Period

by Dennis Cooper

Published 2 November 2000
Set in a world of secret Web sites, this book touches on the many aspcts of modern-day America, such as pornography and Satanism.

Try

by Dennis Cooper

Published 15 September 1994
Simultaneously deadpan and queasily raw, Try is the story of Ziggy, the adopted teenaged son of two sexually abusive fathers whose failed experiment at nuclear-family domesticity has left him stranded with one and increasingly present in the fantasies of the other. He turns from both of these men to his uncle, who sells pornographic videos on the black market, and to his best friend, a junkie whose own vulnerability inspires in Ziggy a fierce and awkward devotion. Terminally insecure and yet inured to sexual brutality, Ziggy questions his two fathers, his uncle, his drug dealer, his friends, and himself in an attempt to isolate and define the vagaries and boundaries of sexuality, attraction, and abuse, compiling their responses into a magazine that he calls I Apologize. In prose that is taut, rhythmic, charged, chillingly precise, and beautifully controlled, Cooper examines his characters' motivations not as the product of cultural coercion but as the emanations of something hungry and amoral and essentially human.
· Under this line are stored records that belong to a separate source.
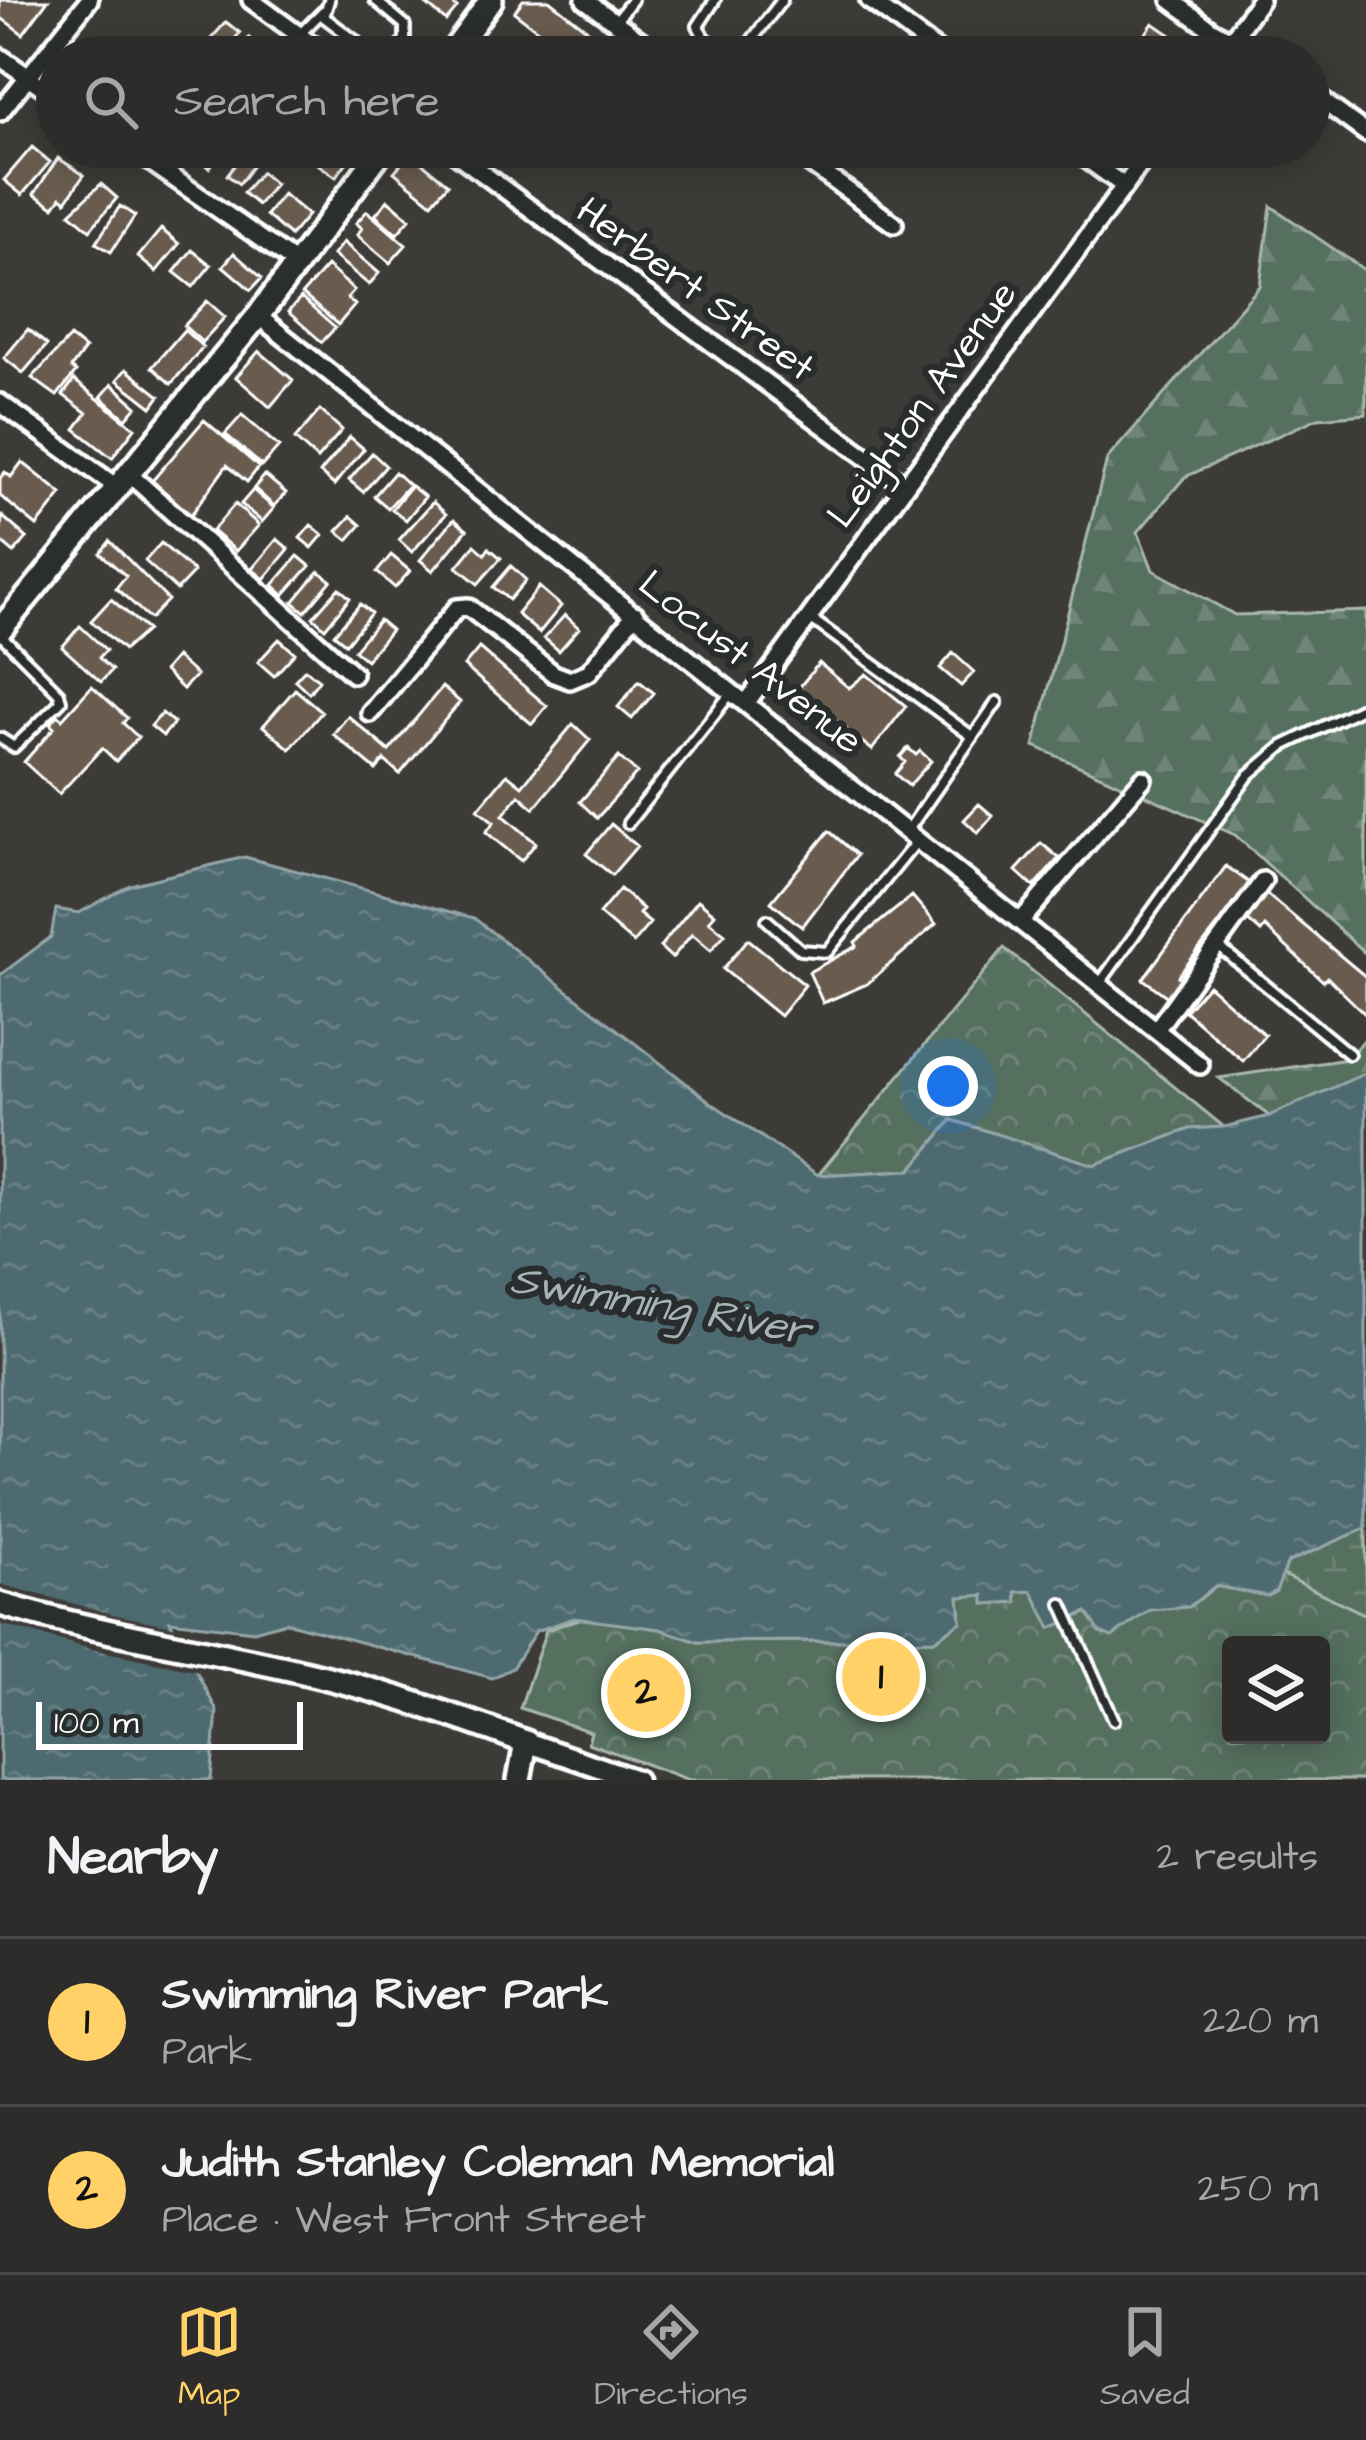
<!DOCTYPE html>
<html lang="en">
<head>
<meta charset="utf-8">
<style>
	body { margin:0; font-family:"Architects Daughter",sans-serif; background:#3a3836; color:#f1f3f6 }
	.controls { position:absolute; right:36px; bottom:36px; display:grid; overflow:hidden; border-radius:12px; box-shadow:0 6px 30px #0003 }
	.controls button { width:108px; height:108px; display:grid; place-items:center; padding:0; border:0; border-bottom:3px solid #494847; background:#2e2c2a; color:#f1f3f6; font:60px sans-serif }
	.scale { position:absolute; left:36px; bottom:30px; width:267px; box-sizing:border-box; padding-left:12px; border:6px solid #fff; border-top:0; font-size:33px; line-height:42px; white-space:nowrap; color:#fff; -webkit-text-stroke:9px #2a2d2e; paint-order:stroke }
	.you { position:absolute; left:948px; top:1086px; width:42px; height:42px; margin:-30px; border:9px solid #fff; border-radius:50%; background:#1a73e8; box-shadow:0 0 0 18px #1a73e833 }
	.badge { display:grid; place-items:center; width:78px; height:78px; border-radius:50%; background:#ffd166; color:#111; font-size:39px; font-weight:700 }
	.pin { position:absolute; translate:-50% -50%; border:6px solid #fff; box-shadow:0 3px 12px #0006 }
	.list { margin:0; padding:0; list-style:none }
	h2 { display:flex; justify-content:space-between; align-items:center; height:156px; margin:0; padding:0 48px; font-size:51px }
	h2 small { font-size:39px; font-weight:400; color:#a7a7a8 }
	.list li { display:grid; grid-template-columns:78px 1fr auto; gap:36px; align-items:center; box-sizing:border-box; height:168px; padding:0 48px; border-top:3px solid #494847 }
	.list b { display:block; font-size:45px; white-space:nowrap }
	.list p { margin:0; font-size:39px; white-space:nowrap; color:#a7a7a8 }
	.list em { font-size:39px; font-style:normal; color:#a7a7a8 }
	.icon { flex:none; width:66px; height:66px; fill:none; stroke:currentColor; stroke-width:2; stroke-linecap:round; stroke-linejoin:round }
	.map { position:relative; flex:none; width:1366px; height:1780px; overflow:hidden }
	.search { position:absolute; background:#2e2c2a; box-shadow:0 6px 30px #0003; left:36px; right:36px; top:36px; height:132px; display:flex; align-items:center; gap:30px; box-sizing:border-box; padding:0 42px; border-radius:66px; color:#a7a7a8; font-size:45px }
	.sheet { height:492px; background:#2e2c2a }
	nav { display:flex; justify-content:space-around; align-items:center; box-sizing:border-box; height:168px; border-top:3px solid #494847; background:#2e2c2a; font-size:33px; color:#a7a7a8 }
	nav a { display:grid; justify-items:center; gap:6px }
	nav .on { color:#ffd166 }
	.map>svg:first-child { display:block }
	.forest { fill:url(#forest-firs); stroke:#aab8af; stroke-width:3 }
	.wetland { fill:url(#wetland-marsh); stroke:#aab8af; stroke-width:3 }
	.park { fill:url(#park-crowns); stroke:#aab8af; stroke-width:3; fill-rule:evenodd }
	.water { fill:url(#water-ripples); stroke:#94a6a9; stroke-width:3 }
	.pier { fill:#3d3b38 }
	.building { fill:#695b50; stroke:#fff; stroke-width:3 }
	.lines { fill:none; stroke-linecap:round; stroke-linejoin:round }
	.service-casing { stroke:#fff; stroke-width:16 }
	.minor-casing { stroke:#fff; stroke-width:24 }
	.tertiary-casing { stroke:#fff; stroke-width:27 }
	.secondary-casing { stroke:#fff; stroke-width:30 }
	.service { stroke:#2a2d2e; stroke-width:8 }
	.minor { stroke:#2a2d2e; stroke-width:15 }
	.tertiary { stroke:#2a2d2e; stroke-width:18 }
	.secondary { stroke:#2a2d2e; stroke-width:21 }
	.labels { text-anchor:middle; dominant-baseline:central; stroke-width:12; stroke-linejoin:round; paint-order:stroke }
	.street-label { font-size:39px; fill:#fff; stroke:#2a2d2e }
	.water-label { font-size:42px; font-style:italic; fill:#a6b4b8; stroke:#2a2d2e }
</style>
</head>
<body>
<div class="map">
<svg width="1366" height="1780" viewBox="0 0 1366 1780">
	<defs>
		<pattern id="forest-firs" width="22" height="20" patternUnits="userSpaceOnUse" patternTransform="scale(3)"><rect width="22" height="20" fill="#55705f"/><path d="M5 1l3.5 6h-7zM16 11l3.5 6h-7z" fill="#6e8577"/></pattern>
		<pattern id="wetland-marsh" width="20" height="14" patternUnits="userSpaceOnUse" patternTransform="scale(3)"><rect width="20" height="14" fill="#55705f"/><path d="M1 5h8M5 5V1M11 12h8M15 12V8" fill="none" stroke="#6e8577"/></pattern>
		<pattern id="park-crowns" width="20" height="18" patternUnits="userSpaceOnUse" patternTransform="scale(3)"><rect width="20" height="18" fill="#55705f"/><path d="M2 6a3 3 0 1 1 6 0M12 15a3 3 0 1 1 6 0" fill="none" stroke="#6e8577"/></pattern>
		<pattern id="water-ripples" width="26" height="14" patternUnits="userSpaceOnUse" patternTransform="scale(3)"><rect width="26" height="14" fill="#4d6a70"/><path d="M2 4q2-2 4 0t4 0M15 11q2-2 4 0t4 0" fill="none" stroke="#688085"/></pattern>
	</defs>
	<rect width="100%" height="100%" fill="#3d3b38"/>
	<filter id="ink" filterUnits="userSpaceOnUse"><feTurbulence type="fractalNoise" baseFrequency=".00833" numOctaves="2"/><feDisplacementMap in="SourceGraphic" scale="24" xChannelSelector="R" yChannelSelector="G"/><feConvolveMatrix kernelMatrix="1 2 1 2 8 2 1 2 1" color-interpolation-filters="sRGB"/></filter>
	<g filter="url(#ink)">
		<path class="forest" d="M1271 206 1366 271V414L1318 418 1185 477 1138 532 1153 570 1235 615 1366 611V954L1235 835 1034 746 1107 459 1260 286Z
			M1366 1038V1073L1269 1116 1219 1078 1347 1059Z"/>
		<path class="wetland" d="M1366 1528V1615L1281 1574 1288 1562Z"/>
		<path class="park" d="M1004 948 1224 1127 1190 1129 1094 1165 952 1120 911 1170 818 1175Z
			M1281 1574 1366 1615V1780H689L588 1743 591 1732 520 1708 546 1630 582 1618 660 1629 698 1642 934 1640 961 1622 959 1597 984 1594 985 1604 1016 1602V1592L1032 1591 1051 1628 1088 1612 1100 1632 1150 1610 1200 1599 1215 1586 1268 1596 1276 1591ZM1231 1645H1321V1735H1231Z"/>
		<path class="water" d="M245 857 474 918 713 1104 818 1175 911 1170 952 1120 1094 1165 1190 1129 1224 1127 1269 1116 1366 1073V1528L1288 1562 1276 1591 1268 1596 1215 1586 1189 1607 1150 1610 1112 1637 1100 1632 1087 1612 1051 1628 1032 1591 1016 1592 1017 1602 984 1604V1595L959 1597 961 1622 934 1640 698 1642 660 1629 574 1618 536 1631 512 1668 492 1678 286 1622 254 1631 170 1621 217 1711 211 1780H0V975L51 937 56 909 79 913 130 885Z"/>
		<path class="pier" d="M0 1584 112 1614 192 1630 180 1628 204 1672 91 1649 0 1624Z"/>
		<path class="building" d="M0 0H48L23 34 0 17Z
			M421 0H448L457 8 446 21Z
			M523 0H549L607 45 598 57H573L514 12Z
			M226 22 240 33 218 57H207L200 51Z
			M1153 23 1187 46 1180 57 1144 36Z
			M249 38 261 48 254 57H234Z
			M32 147 50 162 22 195 4 180Z
			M205 147H227L209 168 196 157Z
			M307 147H325L347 162 336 177 302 153Z
			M410 153 448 184 432 203 394 172Z
			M242 155 254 164 239 184 227 175Z
			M58 158 84 175 66 201 61 197 54 207 34 194Z
			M261 172 275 184 258 205 243 193Z
			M101 184 117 198 90 230 70 213Z
			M283 194 308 215 290 236 266 215Z
			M388 200 410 219 397 234 375 215Z
			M120 206 135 216 111 252 96 243Z
			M367 211 406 245 390 263 357 235 362 228 356 223Z
			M161 229 179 244 156 272 138 257Z
			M343 242 379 273 369 285 333 255Z
			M192 250 211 265 193 287 174 272Z
			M234 253 262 278 251 290 223 266Z
			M327 266 354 290 347 298 355 305 338 325 302 294Z
			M301 298 335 328 322 342 288 312Z
			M207 301 225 317 202 342 184 326Z
			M28 329 47 345 23 373 4 358Z
			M184 330 203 347 171 384 152 367Z
			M70 337 85 349 71 368 76 372 57 396 32 378Z
			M259 351 293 380 270 407 236 377Z
			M126 369 160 396 152 407 117 380Z
			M74 380 135 428 112 458 75 429 87 413 63 395Z
			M112 384 137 406 126 419 101 397Z
			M320 410 342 430 317 459 295 439Z
			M242 415 279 447 262 466 225 434Z
			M204 420 259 467 247 482 227 465 191 515 152 481Z
			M350 437 364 449 334 485 320 473Z
			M372 453 386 466 363 492 349 480Z
			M22 462 62 494 37 526 0 496V478L5 472 11 477Z
			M395 472 409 485 388 508 374 496Z
			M265 475 286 493 274 506 254 488Z
			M411 486 425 497 406 520 392 509Z
			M253 490 274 508 262 522 241 504Z
			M433 502 446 514 412 552 399 540Z
			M235 504 259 525 236 551 212 531Z
			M2 516 27 538 14 553 0 541Z
			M351 516 361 525 348 540 337 531Z
			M454 519 467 530 433 571 420 560Z
			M311 525 323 535 312 548 300 538Z
			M277 539 289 549 264 579 252 569Z
			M110 541 168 600 150 619 116 588 126 576 100 553Z
			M161 543 194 572 177 590 145 561Z
			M475 545 485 554 489 548 501 558 478 584 457 567Z
			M391 555 410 571 395 588 377 572Z
			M298 556 310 566 284 595 273 585Z
			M511 566 526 580 509 600 493 587Z
			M319 571 331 581 305 612 293 602Z
			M539 587 561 606 539 633 517 614Z
			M339 588 350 598 325 628 313 617Z
			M111 599 147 630 124 650 91 621Z
			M360 604 371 613 346 644 334 634Z
			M565 615 579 628 559 651 544 638Z
			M379 620 391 630 366 660 354 650Z
			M80 626 106 650 99 658 112 670 101 682 62 647Z
			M279 639 295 653 274 676 258 662Z
			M479 648 547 706 532 724 464 666Z
			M953 653 974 672 961 686 940 668Z
			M176 657 196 675 183 689 164 671Z
			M819 663 849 688 866 674 906 706 872 750 797 690Z
			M305 669 319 680 309 693 295 680Z
			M639 681 654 693 632 719 618 707Z
			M92 686 127 718 123 723 138 737 116 761 102 748 59 794 24 762 54 728 50 724 58 715 62 719Z
			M442 687 460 702 400 774 384 760 376 770 333 734 348 716 389 751Z
			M295 689 322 712 290 749 263 726Z
			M162 713 174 723 163 736 151 726Z
			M573 724 590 740 534 808 519 795 503 815 536 843 521 861 486 832 494 822 478 809 507 774 522 786Z
			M908 748 916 755 920 751 931 761 909 786 895 774 905 762 900 757Z
			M619 757 637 773 597 818 580 802Z
			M979 804 993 816 978 833 964 820Z
			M611 824 637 846 612 875 586 854Z
			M829 831 857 855 802 927 771 902Z
			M1041 843 1059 858 1034 887 1016 871Z
			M1226 866 1251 884 1178 976 1183 979 1169 998 1143 979Z
			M620 889 643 909 639 914 650 923 633 943 599 914Z
			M1264 892 1366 977V1015L1327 977 1323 981 1265 927 1261 932 1244 917Z
			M912 896 936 924 867 984 823 1003 809 972 857 946 855 942Z
			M698 900 715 914 709 921 725 934 711 950 692 934 672 958 660 947Z
			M748 939 805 985 780 1016 723 969Z
			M1208 985 1265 1035 1243 1061 1185 1011Z"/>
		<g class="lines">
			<defs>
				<path id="service" d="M329 0 324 17 377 57
					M375 0 405 25V39L392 57
					M715 0 698 26 704 37 731 57
					M616 21 632 0
					M299 35 323 11
					M739 57 782 0
					M810 618 973 737
					M0 738 14 747 61 701 59 693 1 635
					M628 823 732 692
					M908 830 997 702
					M767 920 801 950 827 952 918 840
					M1218 946 1349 1054
					M1100 983 1249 775 1283 746 1366 706
					M1062 1604 1114 1720"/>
				<path id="minor" d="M251 0 329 57
					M585 0 663 57
					M869 0 946 57
					M1171 0 1212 30 1262 57
					M0 57 57 97
					M1219 57 1260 0
					M1309 91 1366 133
					M0 112 89 0
					M129 147 297 264
					M447 147 904 485
					M787 147 894 224
					M1070 147 1124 186
					M258 316 1200 1065
					M0 403 118 488
					M129 474 353 674
					M747 702 1153 147
					M370 713 457 608 468 607 554 674 570 680 589 672 635 614
					M1021 921 1143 779
					M1156 1030 1263 881"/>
				<path id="tertiary" d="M526 1742 636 1780"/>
				<path id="secondary" d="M449 57 491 0
					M0 630 258 316 384 147
					M0 1604C107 1636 216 1650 324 1677 393 1694 460 1718 526 1742L519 1780"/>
			</defs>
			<use href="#service" class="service-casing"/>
			<use href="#minor" class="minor-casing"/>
			<use href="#tertiary" class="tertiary-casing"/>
			<use href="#secondary" class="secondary-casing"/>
			<use href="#service" class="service"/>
			<use href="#minor" class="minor"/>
			<use href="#tertiary" class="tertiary"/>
			<use href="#secondary" class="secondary"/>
		</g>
	</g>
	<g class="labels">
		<g class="street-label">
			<text transform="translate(695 290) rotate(36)">Herbert Street</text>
			<text transform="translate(923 405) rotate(-54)">Leighton Avenue</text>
			<text transform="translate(750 663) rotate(38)">Locust Avenue</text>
		</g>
		<g class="water-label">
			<text transform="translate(660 1306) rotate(10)">Swimming River</text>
		</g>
	</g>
</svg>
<div class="controls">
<button><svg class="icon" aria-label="layers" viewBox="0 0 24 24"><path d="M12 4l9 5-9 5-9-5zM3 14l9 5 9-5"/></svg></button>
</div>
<div class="scale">100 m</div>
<div class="you"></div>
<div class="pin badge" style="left:881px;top:1677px">1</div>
<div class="pin badge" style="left:646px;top:1693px">2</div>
<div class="search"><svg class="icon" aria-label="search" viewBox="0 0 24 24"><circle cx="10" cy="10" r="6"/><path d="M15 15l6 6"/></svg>Search here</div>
</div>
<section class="sheet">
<h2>Nearby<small>2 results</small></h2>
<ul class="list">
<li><span class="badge">1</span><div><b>Swimming River Park</b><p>Park</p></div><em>220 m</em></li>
<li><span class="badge">2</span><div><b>Judith Stanley Coleman Memorial</b><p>Place · West Front Street</p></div><em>250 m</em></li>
</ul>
</section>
<nav>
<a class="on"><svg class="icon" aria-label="map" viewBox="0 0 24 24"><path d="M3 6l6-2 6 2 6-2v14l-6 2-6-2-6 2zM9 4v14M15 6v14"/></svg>Map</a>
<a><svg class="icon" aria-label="directions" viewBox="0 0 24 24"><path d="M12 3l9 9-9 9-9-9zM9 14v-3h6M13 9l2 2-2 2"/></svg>Directions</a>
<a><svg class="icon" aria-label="saved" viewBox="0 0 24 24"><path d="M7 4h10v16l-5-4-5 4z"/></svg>Saved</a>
</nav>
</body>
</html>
Try explores "that buried need to go all the way and really possess someone, " that place where desire disintegrates into the irrational. He illuminates with utter clarity the need to claim the desirable, to possess wholly something that will fulfill the profound emptiness of the human soul. With Try, Cooper has produced a novel even more complex than his previous books, dangerously innovative and with the startling familiarity of truth in its examination of love, obsession, devotion, and the depths of human need.

Frisk

by Dennis Cooper

Published 1 January 1991
When Dennis is thirteen, he sees a series of photographs of a boy apparently unimaginably mutilated. Dennis is not shocked, but stunned by their mystery and their power; their glimpse at the reality of death. Some years later, Dennis meets the boy who posed for the photographs. He did it for love.

Surrounded by images of violence, the celebrity of horror, news of disease, a wasteland of sex, Dennis flies to Europe, having discovered some clues about the photographs: "I see these criminals on the news who've killed someone methodically, and they're free. They know something amazing. You can just tell." What they know may lie in bodies themselves. Bodies are unavoidably real; what's in them must have something to say, even in a society that lives on images and fantasies. An isolated windmill in Holland provides the perfect setting for Dennis to find out more about bodies--of which there are many--and what is inside them.

In Frisk, as in the award-winning Closer, Dennis Cooper explores the limits of our knowledge and the dividing line between the body and the spirit. Frisk is a novel about the power of fantasy and faith, about the ecstasy and horror of being human. The body's power extends to us all, but what power do we have over it, over its appetites and satisfactions? The answer to these questions is a work of imaginative courage and clarity: a murder mystery that implicates us all and a horror story in which the monster is love.